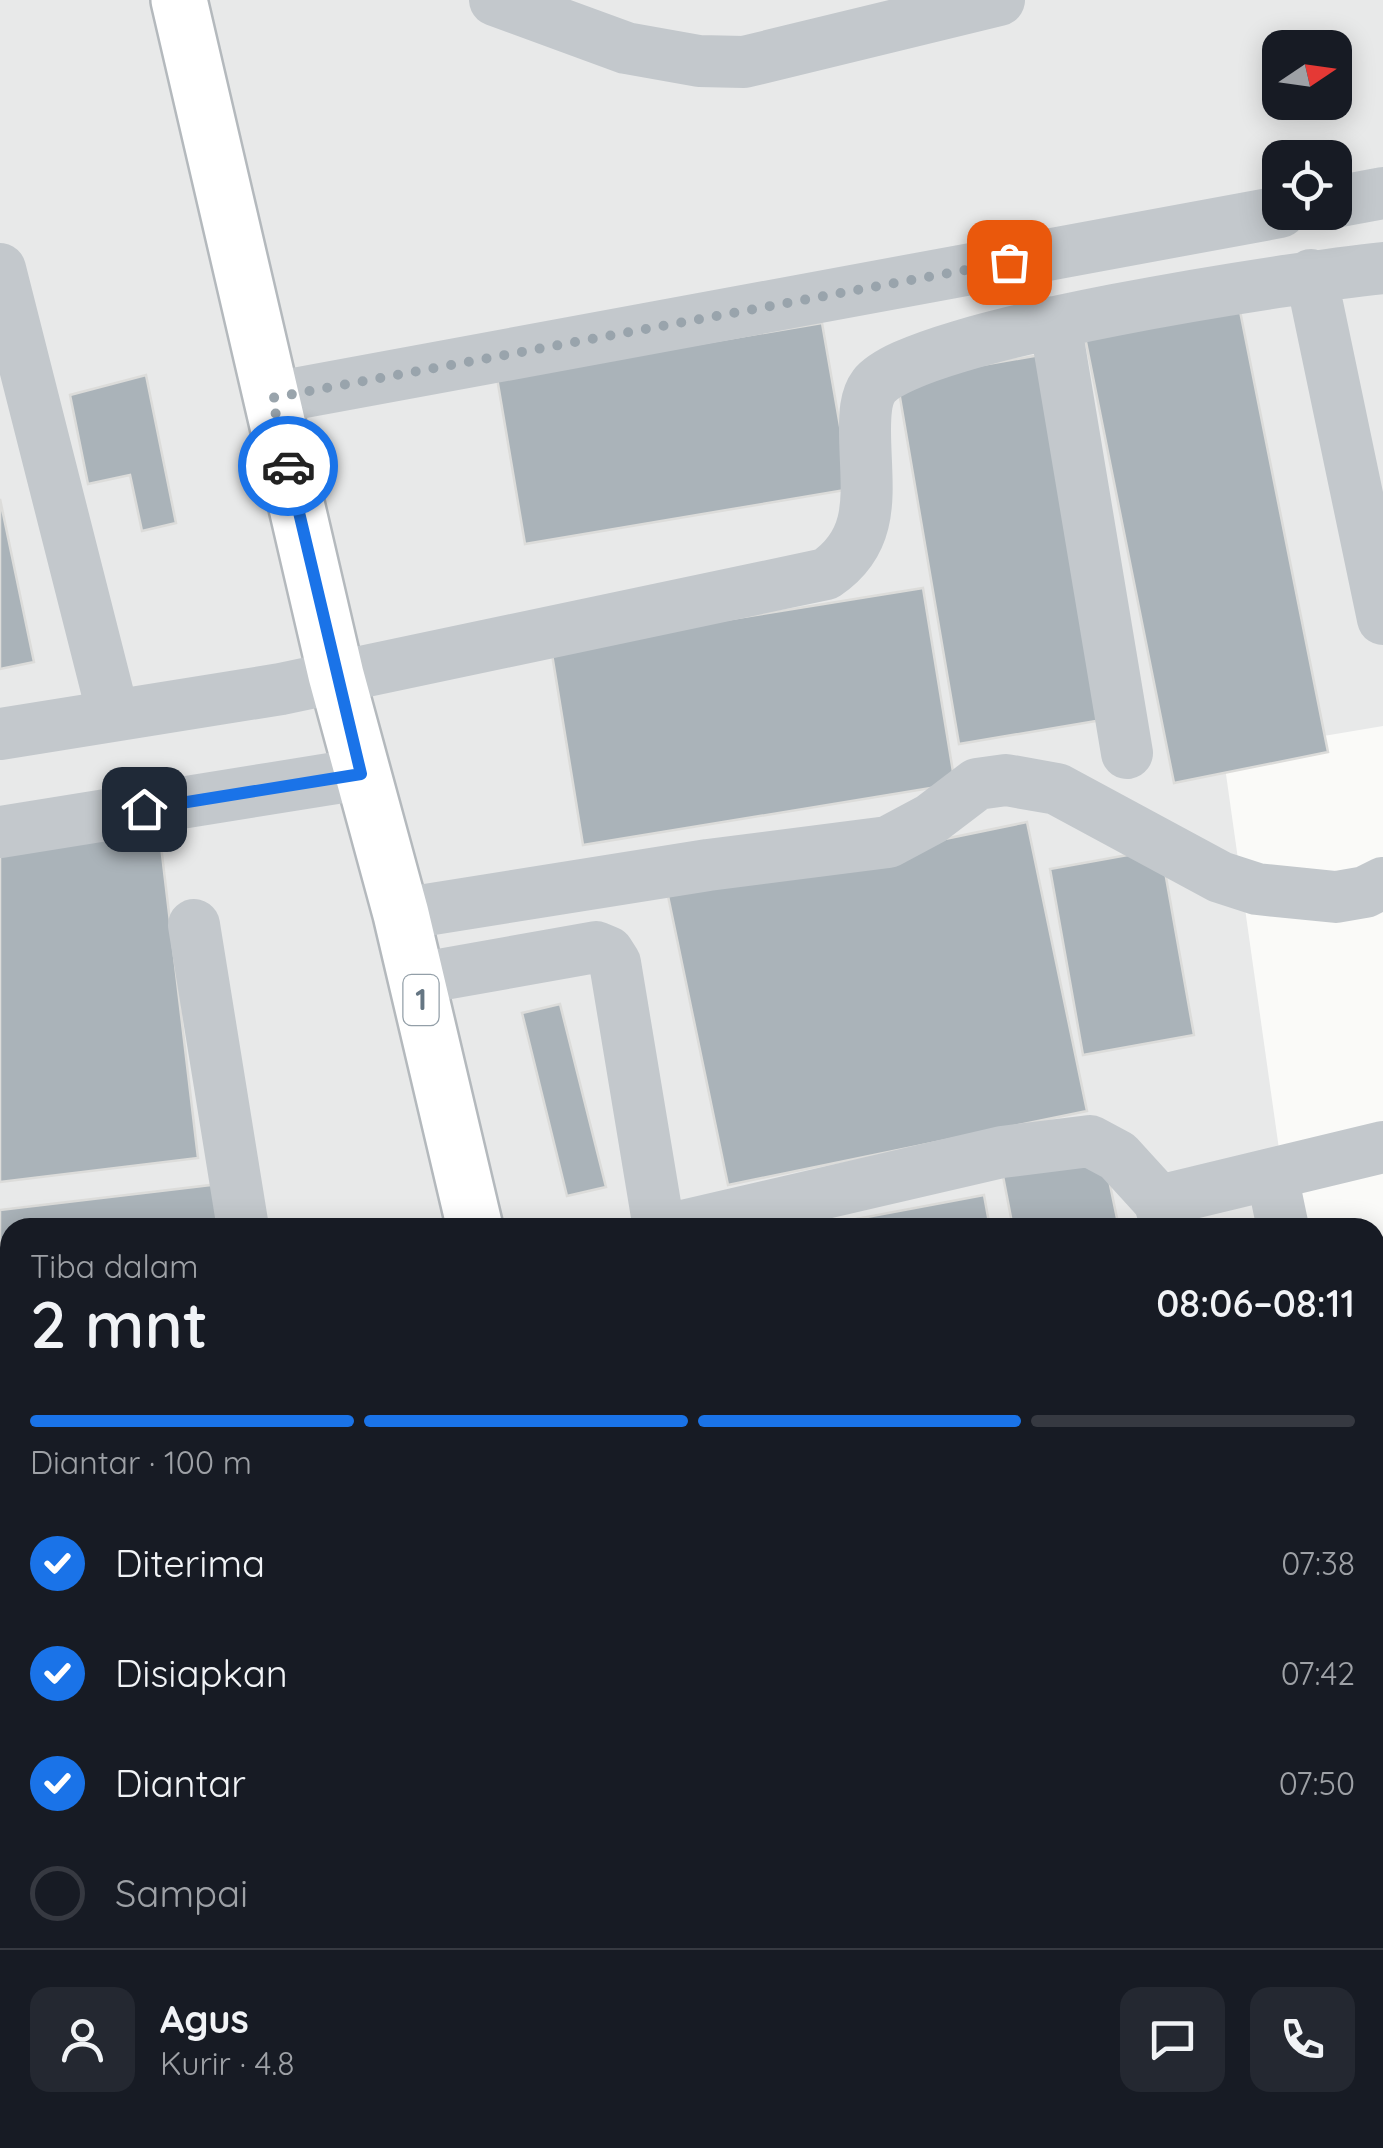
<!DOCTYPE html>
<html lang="id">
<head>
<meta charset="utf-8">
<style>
  :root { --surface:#171b24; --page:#242831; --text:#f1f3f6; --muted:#9ea1a6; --line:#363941; --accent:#1a73e8 }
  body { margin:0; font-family:Quicksand,sans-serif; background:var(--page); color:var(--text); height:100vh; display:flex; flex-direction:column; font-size:38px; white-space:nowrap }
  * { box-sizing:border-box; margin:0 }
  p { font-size:32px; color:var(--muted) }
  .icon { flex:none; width:55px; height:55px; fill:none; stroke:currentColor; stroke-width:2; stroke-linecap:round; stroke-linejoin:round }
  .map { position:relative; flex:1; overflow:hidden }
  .details { position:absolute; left:0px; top:1218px; width:1385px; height:932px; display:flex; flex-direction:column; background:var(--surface); border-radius:30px 30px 0 0; box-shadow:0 5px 25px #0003 }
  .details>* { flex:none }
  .needle { width:65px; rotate:77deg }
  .fabs { position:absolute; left:1262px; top:30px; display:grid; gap:20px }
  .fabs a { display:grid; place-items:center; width:90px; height:90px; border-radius:20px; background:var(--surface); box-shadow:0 5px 25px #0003; font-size:50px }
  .pin { position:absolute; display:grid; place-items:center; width:85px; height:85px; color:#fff; margin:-42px; border-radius:20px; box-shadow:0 5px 15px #0006 }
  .courier { position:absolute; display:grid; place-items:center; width:100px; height:100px; margin:-50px; border:8px solid #1a73e8; border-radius:50%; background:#fff; color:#222; box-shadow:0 2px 12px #0007 }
  .headline em { font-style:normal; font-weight:600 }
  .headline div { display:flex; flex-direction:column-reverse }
  .headline { display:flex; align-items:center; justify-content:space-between; height:170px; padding:0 30px }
  h1 { font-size:65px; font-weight:600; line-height:75px }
  .bar { display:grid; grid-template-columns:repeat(4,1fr); gap:15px 10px; align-content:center; height:120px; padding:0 30px }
  .bar i { height:12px; border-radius:8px; background:var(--line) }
  .bar .current { background:var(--accent) }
  .bar p { grid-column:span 4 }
  .line { display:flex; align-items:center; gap:25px; padding:0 30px; border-top:2px solid var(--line) }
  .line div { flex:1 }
  .round { display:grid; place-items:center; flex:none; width:105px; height:105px; border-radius:20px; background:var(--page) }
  ol { padding:0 30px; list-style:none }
  li { display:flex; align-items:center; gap:30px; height:110px }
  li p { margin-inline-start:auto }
  li .icon { padding:10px; border-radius:50%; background:var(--accent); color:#fff; stroke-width:4 }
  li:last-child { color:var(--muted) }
  li i { width:55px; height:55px; border:5px solid var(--line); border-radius:50% }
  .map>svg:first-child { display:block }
  .built { fill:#e8e9e9; fill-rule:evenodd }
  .water { fill:url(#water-waves) }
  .building { fill:#aab3b9; stroke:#dcdcda; stroke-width:2.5 }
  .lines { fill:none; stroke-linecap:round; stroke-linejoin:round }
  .highway-casing { stroke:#b4b9bd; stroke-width:60 }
  .minor { stroke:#c3c8cc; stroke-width:52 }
  .highway { stroke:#fff; stroke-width:55 }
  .done { stroke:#99a4ac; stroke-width:10; stroke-dasharray:0 18 }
  .route { stroke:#1a73e8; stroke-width:12 }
  .labels { text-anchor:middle; stroke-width:10; stroke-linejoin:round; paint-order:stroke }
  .shield { fill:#fff; stroke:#939fa8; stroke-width:2.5 }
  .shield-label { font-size:30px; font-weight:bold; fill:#657683 }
</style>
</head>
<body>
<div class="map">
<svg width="1383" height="2148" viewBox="0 0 1383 2148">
  <defs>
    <pattern id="water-waves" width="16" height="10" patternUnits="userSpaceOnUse" patternTransform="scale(2.5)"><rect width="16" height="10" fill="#bbc7cb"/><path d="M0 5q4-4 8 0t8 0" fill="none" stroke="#9ca6aa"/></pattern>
  </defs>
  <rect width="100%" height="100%" fill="#fafaf8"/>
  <path class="built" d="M0,0H1383V726L1223,753L1290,1227L10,1228V2140H433L435,2148H0ZM1280,48H1335V102H1280ZM1280,158H1335V212H1280Z"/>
  <path class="water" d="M1383,1734V2148H1068L1063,2140H1375V1739Z"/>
  <path class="building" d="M1236,291L1328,752L1174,783L1082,322Z
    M822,323L851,489L525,544L497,378Z
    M1040,355L1102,720L959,744L897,380Z
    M146,375L176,523L142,531L130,475L88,484L70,395Z
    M0,499L34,662L0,669Z
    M923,588L955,784L583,845L551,648Z
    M1027,822L1087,1111L728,1185L668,896Z
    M159,829L198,1158L0,1182V848Z
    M1161,849L1194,1035L1083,1055L1050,869Z
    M560,1004L606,1187L567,1196L522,1013Z
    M1103,1151L1119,1228H1013L1002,1171Z
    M228,1183L233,1228H10V1579L0,1580V1210Z
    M984,1195L990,1228H835V1223Z
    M183,2140H296L297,2148H184Z
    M611,2140H656L658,2148H613Z
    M764,2140H826L827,2148H765Z
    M841,2140H920L922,2148H843Z"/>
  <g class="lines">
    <g class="highway-casing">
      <path id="highway" d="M179,0L336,675L401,914L475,1228
        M683,2140L685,2148"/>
    </g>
    <path class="minor" d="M495,0L626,48L699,61L744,62L999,0
      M1335,202L1383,193
      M0,269L113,714
      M1311,275L1383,619
      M1055,322L1127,753
      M272,398L1280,212
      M0,734L281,689L826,574C879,538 865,487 865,430C865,416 865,398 874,386C915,333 1303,276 1383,268
      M0,832L361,774
      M401,914L708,865L888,842L931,819L977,784L1006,780L1057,789L1220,877L1257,889L1336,897L1365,892L1383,883
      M194,925L243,1228
      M416,979L596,947L608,952L615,963L659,1228
      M1272,1175L1283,1228
      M1159,1201L1383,1147
      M674,1228L1002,1152L1090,1141L1118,1156L1159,1201L1168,1228
      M0,1667L10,1665
      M411,2140L413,2148
      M585,2148L592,2140"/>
    <use href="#highway" class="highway"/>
  </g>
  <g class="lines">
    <path class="done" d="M288,466L272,398L1009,262"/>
    <path class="route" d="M144,809L361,774L288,466"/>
  </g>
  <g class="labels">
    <rect class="shield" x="403.5" y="975" width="35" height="50" rx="8"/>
    <g class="shield-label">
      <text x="421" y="1010">1</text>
    </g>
  </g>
</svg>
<div class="fabs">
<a><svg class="needle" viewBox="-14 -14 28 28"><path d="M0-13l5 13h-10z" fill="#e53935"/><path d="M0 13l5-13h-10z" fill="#9ea1a6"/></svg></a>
<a><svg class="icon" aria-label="locate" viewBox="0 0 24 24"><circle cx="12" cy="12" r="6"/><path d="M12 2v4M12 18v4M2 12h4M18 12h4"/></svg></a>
</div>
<div class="pin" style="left:1009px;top:262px;background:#ea580c"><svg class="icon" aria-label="bag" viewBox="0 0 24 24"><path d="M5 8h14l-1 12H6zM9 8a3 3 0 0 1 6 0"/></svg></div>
<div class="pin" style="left:144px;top:809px;background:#1f2937"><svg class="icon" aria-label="home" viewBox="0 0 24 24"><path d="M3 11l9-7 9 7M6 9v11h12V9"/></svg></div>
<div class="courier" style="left:288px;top:466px"><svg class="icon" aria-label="car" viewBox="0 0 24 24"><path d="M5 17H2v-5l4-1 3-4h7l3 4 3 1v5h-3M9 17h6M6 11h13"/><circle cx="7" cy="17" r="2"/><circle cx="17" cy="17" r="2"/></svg></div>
<section class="details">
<div class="headline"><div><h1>2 mnt</h1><p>Tiba dalam</p></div><em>08:06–08:11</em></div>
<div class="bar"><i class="current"></i><i class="current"></i><i class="current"></i><i></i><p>Diantar · 100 m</p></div>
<ol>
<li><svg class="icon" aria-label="check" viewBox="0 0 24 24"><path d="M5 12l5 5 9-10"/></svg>Diterima<p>07:38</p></li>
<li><svg class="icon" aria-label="check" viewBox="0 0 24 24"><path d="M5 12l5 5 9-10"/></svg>Disiapkan<p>07:42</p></li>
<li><svg class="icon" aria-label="check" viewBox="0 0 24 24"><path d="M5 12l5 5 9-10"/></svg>Diantar<p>07:50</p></li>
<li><i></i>Sampai</li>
</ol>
<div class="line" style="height:180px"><a class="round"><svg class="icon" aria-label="person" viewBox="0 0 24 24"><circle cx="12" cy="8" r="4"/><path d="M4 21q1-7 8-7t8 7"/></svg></a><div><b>Agus</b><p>Kurir · 4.8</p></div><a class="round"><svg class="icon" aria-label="chat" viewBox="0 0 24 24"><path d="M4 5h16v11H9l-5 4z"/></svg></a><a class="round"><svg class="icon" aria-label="phone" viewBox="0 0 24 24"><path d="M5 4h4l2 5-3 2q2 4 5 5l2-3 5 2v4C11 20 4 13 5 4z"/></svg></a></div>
</section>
</div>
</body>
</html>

* EXERCISE REQUIREMENTS
Lines from the records above that hold "check" are the ones to list.

* OUTPUT BELOW
<li><svg class="icon" aria-label="check" viewBox="0 0 24 24"><path d="M5 12l5 5 9-10"/></svg>Diterima<p>07:38</p></li>
<li><svg class="icon" aria-label="check" viewBox="0 0 24 24"><path d="M5 12l5 5 9-10"/></svg>Disiapkan<p>07:42</p></li>
<li><svg class="icon" aria-label="check" viewBox="0 0 24 24"><path d="M5 12l5 5 9-10"/></svg>Diantar<p>07:50</p></li>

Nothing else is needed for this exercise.